WHAT IS REQUIRED
Which lines of the data below include the string "Crane"? Return each of them.

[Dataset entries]
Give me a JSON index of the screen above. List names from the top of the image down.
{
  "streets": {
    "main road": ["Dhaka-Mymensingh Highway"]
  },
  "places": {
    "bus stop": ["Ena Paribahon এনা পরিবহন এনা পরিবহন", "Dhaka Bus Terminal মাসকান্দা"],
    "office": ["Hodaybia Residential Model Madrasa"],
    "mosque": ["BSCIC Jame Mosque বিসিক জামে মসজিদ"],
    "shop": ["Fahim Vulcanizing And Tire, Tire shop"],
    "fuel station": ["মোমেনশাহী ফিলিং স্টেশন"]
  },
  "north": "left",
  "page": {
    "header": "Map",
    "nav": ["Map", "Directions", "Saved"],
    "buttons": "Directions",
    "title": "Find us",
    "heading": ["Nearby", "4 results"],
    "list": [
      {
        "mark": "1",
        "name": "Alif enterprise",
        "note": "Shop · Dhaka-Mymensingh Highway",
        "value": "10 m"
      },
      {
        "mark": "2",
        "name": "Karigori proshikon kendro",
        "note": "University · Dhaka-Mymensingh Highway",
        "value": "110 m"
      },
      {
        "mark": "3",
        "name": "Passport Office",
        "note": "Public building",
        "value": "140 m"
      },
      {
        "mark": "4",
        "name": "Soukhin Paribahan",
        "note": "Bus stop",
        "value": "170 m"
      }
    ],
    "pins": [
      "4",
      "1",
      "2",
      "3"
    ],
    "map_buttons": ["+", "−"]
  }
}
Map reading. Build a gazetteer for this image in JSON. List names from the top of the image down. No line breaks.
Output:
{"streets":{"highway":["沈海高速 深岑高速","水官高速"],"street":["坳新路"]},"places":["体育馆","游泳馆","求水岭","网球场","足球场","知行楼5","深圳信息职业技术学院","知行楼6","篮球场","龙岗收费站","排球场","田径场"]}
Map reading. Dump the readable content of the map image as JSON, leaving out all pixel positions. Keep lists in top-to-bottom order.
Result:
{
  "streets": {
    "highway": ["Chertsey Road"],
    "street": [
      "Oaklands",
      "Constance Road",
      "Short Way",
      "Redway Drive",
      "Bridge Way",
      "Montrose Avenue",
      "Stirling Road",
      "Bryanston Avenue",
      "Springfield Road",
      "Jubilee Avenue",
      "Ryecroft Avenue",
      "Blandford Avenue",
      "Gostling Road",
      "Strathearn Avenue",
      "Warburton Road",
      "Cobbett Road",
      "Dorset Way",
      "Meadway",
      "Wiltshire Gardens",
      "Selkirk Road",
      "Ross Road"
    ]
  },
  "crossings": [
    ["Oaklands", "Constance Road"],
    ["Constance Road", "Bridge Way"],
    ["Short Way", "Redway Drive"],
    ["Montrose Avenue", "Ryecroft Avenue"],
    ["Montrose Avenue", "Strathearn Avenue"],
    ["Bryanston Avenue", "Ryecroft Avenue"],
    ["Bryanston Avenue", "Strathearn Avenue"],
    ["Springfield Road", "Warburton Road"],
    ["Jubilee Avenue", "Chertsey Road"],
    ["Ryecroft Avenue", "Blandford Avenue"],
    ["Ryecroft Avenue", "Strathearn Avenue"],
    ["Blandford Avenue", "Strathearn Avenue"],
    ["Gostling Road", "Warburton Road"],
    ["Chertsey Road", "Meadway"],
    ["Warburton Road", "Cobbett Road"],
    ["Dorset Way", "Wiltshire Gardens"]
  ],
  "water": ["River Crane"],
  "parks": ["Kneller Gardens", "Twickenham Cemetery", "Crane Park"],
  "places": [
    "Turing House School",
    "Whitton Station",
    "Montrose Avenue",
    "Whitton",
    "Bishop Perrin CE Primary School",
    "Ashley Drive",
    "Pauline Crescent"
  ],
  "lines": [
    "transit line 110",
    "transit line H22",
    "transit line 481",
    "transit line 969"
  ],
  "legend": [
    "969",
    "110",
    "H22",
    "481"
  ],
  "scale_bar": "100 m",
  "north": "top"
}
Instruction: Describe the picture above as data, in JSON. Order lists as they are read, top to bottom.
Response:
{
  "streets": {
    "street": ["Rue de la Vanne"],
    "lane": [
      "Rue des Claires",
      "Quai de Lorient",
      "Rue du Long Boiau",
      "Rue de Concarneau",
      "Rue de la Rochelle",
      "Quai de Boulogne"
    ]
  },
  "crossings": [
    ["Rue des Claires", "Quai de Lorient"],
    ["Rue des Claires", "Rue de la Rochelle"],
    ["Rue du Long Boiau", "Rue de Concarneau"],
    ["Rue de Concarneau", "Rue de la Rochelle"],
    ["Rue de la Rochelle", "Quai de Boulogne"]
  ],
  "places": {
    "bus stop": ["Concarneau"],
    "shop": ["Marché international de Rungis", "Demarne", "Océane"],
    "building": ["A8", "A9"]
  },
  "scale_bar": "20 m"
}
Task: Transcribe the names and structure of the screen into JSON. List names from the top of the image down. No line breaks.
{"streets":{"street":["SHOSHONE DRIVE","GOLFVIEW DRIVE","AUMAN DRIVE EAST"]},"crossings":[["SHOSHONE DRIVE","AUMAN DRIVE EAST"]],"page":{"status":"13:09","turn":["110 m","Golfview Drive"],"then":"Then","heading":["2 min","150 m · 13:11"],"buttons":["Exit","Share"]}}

SOLUTION TO THE PROBLEM
  "water": ["River Crane"],
  "parks": ["Kneller Gardens", "Twickenham Cemetery", "Crane Park"],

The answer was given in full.